It comes as no surprise but remains worth noting, that criminal phishbait and pretexts for online scams closely track current events. The Wall Street Journal, having talked to a range of security companies, reports that US-election-themed spam remains high. And Tech Republic, citing Trustwave scanning of dark web souks, writes that COVID-19 is also a hot brand in the criminal markets. Phony COVID cures, counterfeit travel documents, and scam-call services are being pushed vigorously.
A study released this morning by Zscaler finds a close connection between a surge in ransomware and the continuing pandemic. The researchers are also observing a marked increase in malicious SSL traffic, suggesting that criminals are finding this form of encryption attractive as a way of avoiding inspection and detection. It’s not a foolproof way of evading defenses, but there may be some relaxed vigilance with respect to SSL.
Compal, the Taiwan-based computer manufacturer that’s the world’s second largest laptop maker, is said to have sustained a ransomware attack over the weekend.
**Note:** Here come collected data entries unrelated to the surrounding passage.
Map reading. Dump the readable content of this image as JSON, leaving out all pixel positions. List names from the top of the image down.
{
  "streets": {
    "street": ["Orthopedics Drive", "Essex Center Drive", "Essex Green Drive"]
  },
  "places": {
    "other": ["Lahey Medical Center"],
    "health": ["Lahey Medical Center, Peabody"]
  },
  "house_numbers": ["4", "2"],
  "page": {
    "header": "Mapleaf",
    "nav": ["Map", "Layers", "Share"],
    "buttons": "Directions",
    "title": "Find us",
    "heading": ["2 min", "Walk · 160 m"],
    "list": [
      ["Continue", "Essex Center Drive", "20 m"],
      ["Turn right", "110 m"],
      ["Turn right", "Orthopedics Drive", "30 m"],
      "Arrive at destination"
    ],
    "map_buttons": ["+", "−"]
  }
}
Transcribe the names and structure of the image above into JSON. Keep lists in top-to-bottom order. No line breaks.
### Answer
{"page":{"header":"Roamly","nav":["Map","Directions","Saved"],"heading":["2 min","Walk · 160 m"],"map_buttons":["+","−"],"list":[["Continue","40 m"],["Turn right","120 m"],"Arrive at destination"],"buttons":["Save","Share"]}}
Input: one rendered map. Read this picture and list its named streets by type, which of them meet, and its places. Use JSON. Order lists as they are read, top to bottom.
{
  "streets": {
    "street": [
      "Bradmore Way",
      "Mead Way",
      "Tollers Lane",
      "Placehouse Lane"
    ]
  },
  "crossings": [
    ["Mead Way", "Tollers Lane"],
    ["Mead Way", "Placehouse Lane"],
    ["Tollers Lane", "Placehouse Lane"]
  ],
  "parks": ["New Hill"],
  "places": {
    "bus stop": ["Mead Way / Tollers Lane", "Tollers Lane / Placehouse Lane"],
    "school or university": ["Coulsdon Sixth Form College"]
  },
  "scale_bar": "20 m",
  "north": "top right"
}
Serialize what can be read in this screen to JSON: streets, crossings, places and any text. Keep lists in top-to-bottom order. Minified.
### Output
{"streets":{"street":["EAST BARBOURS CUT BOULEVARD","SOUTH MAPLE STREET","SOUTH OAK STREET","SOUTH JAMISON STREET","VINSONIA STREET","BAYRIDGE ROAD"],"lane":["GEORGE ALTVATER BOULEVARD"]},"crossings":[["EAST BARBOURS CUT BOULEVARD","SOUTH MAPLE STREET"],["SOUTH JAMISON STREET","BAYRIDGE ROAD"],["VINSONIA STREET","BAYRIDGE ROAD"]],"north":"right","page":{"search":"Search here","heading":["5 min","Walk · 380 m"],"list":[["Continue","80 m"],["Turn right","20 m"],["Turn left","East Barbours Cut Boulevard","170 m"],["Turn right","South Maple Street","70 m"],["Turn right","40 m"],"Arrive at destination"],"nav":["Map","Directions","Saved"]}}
ZDNet, which sources the reports to media in Taiwan, also reports that a Compal executive denied any ransomware attack but did acknowledge an unspecified hacking incident. Apple, Acer, Lenovo, Dell, Toshiba, HP, and Fujitsu are among Compal’s customers.
Infosecurity Magazine reports that prices of a batch of RDP credentials belonging to some 7500 educational institutions have dropped in two Russophone criminal markets. Digital Shadows confirmed to the publication that the price fell last week from BTC 25 (roughly $387,000) to BTC 10 (about $155,300).